[Directions for this task] List all the lines in these records that hold "content".

[Source data]
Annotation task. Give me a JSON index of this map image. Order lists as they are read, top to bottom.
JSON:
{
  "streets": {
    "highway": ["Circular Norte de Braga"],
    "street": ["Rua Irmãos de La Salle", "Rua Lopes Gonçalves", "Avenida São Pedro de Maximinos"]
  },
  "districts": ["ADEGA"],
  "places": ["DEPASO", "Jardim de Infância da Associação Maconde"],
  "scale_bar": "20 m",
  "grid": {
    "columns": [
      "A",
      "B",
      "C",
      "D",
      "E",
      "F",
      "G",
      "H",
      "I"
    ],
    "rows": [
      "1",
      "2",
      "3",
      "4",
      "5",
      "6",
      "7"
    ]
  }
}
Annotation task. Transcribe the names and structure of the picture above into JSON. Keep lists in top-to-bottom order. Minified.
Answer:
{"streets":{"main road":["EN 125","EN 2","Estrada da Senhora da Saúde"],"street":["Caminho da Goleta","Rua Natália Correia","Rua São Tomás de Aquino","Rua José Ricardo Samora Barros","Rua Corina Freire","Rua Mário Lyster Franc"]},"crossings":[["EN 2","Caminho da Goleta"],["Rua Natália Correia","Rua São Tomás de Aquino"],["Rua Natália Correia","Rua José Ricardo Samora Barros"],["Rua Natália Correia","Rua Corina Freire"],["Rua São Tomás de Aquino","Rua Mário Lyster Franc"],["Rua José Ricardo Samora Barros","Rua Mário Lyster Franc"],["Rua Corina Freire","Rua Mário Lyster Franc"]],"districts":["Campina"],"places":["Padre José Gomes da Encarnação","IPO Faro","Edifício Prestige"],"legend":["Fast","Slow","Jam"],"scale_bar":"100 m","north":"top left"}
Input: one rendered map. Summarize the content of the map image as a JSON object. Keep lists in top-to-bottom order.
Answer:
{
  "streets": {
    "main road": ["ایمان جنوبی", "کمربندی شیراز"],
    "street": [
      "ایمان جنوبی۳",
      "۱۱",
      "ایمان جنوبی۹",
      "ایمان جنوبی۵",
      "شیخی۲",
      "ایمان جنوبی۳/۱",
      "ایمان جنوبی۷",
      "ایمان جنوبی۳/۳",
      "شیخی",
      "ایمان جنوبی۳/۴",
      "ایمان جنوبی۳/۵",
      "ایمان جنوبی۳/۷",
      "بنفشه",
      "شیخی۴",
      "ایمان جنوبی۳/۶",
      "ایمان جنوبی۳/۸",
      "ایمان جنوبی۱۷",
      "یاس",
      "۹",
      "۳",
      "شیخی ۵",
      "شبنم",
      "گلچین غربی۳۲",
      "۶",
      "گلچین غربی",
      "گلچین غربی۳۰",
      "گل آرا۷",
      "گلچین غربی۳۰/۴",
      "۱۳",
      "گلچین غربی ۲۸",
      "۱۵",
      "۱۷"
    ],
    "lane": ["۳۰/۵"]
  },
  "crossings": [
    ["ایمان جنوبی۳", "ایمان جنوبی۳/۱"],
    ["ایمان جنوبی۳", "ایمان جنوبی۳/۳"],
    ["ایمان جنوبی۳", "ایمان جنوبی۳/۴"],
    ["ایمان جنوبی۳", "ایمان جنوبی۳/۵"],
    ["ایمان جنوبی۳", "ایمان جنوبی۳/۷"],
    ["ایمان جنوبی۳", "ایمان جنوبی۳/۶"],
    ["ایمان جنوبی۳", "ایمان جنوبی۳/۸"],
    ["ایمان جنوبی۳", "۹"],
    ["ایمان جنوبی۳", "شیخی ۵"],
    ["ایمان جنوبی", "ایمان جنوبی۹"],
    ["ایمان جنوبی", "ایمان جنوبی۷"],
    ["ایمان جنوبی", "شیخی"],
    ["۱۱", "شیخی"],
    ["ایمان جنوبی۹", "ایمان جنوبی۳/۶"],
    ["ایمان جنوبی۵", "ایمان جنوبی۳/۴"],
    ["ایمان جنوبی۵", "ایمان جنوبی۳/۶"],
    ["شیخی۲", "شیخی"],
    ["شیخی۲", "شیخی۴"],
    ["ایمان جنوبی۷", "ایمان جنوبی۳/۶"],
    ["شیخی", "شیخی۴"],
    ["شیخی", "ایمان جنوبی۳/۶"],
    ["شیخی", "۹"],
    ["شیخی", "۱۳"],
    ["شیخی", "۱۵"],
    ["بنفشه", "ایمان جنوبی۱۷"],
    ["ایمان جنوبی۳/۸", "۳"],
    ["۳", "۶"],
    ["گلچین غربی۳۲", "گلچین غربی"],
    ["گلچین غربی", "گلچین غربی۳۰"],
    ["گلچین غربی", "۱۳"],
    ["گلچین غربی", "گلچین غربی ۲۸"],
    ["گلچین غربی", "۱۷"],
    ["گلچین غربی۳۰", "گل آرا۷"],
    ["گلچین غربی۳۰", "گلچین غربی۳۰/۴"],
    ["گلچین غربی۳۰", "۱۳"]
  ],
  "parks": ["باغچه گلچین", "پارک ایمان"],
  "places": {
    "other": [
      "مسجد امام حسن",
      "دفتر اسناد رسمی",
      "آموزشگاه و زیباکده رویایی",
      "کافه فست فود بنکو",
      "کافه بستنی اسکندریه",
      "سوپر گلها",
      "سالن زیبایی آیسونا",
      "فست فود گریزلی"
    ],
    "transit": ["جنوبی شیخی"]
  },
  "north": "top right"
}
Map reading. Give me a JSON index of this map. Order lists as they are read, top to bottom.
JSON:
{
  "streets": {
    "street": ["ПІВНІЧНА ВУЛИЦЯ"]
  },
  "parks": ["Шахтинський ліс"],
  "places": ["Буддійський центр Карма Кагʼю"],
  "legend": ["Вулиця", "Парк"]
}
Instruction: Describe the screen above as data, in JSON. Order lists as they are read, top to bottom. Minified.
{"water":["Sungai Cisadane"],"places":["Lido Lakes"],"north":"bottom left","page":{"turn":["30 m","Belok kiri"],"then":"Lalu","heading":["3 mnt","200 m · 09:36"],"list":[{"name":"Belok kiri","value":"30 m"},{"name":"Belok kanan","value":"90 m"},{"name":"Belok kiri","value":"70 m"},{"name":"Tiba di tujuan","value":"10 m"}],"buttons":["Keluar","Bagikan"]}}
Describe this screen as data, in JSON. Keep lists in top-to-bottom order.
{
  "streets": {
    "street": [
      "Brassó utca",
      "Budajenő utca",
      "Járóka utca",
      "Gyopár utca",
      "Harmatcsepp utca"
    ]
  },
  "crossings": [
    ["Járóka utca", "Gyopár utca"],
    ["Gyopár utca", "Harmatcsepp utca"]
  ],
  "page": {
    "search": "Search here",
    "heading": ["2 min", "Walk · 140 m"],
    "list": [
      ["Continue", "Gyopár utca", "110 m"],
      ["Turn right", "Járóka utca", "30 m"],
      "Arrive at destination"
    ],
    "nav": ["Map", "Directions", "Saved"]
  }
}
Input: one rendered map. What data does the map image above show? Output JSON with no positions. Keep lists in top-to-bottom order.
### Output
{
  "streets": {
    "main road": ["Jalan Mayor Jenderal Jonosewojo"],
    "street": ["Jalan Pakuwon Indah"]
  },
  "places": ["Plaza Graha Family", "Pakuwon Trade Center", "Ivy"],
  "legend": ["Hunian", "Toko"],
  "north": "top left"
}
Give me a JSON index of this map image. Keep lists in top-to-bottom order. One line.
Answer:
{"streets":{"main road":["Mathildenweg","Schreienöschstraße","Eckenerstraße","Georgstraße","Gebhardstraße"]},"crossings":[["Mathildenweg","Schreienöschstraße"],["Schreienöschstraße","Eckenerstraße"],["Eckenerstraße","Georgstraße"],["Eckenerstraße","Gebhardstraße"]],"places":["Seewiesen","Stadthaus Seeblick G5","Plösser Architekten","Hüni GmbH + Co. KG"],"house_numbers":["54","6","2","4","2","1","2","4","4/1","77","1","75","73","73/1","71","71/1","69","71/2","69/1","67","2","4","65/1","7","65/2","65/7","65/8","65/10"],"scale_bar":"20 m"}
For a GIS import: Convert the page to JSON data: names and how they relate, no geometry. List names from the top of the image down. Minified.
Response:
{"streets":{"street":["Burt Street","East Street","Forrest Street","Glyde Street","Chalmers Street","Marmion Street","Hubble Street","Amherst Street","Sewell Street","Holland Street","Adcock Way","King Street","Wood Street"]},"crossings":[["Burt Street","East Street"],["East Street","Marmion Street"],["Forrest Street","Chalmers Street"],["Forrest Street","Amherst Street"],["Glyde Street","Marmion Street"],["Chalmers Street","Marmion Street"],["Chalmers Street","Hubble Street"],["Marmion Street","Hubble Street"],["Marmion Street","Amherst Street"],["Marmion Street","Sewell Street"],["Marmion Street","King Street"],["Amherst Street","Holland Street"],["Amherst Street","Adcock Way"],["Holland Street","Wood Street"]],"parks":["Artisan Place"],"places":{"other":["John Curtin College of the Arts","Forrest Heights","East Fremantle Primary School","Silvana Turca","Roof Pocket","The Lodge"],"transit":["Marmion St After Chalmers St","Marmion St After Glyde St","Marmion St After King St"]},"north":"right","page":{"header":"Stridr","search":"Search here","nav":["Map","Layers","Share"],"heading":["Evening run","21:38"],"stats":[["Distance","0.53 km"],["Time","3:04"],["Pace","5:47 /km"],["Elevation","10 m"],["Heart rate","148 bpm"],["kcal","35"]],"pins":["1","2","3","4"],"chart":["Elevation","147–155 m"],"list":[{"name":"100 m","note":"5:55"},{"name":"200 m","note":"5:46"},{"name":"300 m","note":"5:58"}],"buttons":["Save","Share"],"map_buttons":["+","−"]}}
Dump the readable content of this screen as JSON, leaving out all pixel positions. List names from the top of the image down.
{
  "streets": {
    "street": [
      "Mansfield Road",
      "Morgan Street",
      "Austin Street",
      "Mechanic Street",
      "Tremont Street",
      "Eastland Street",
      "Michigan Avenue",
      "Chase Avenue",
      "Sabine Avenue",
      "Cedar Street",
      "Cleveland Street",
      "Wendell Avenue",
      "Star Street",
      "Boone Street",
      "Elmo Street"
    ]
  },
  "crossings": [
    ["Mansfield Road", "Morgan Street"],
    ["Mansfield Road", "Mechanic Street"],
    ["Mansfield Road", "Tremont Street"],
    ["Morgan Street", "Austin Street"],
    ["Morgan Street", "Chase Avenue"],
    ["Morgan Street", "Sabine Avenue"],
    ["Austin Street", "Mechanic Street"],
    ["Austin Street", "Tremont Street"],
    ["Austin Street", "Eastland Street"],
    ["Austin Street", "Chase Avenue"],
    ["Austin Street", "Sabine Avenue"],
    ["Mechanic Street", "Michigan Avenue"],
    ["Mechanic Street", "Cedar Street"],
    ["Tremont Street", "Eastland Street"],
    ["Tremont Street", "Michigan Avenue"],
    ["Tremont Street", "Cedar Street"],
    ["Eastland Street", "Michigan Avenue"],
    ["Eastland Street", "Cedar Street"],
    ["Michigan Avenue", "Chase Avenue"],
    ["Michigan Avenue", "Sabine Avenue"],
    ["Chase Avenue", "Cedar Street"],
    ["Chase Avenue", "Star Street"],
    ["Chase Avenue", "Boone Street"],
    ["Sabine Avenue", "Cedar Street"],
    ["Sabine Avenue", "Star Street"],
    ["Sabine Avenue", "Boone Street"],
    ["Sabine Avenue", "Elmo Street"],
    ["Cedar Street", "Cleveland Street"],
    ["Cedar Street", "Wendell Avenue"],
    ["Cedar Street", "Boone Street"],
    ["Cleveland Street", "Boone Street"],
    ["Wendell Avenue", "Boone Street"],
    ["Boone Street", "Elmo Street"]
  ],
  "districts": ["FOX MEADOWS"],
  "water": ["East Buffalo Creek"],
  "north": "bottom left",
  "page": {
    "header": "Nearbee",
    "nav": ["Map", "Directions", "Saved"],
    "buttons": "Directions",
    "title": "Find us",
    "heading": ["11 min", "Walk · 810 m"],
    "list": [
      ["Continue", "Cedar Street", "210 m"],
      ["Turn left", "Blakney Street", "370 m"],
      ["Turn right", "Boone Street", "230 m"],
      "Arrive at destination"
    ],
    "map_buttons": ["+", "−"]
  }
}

[Solved exercise]
Input: one rendered map. Summarize the content of the map image as a JSON object. Keep lists in top-to-bottom order.
Dump the readable content of this screen as JSON, leaving out all pixel positions. List names from the top of the image down.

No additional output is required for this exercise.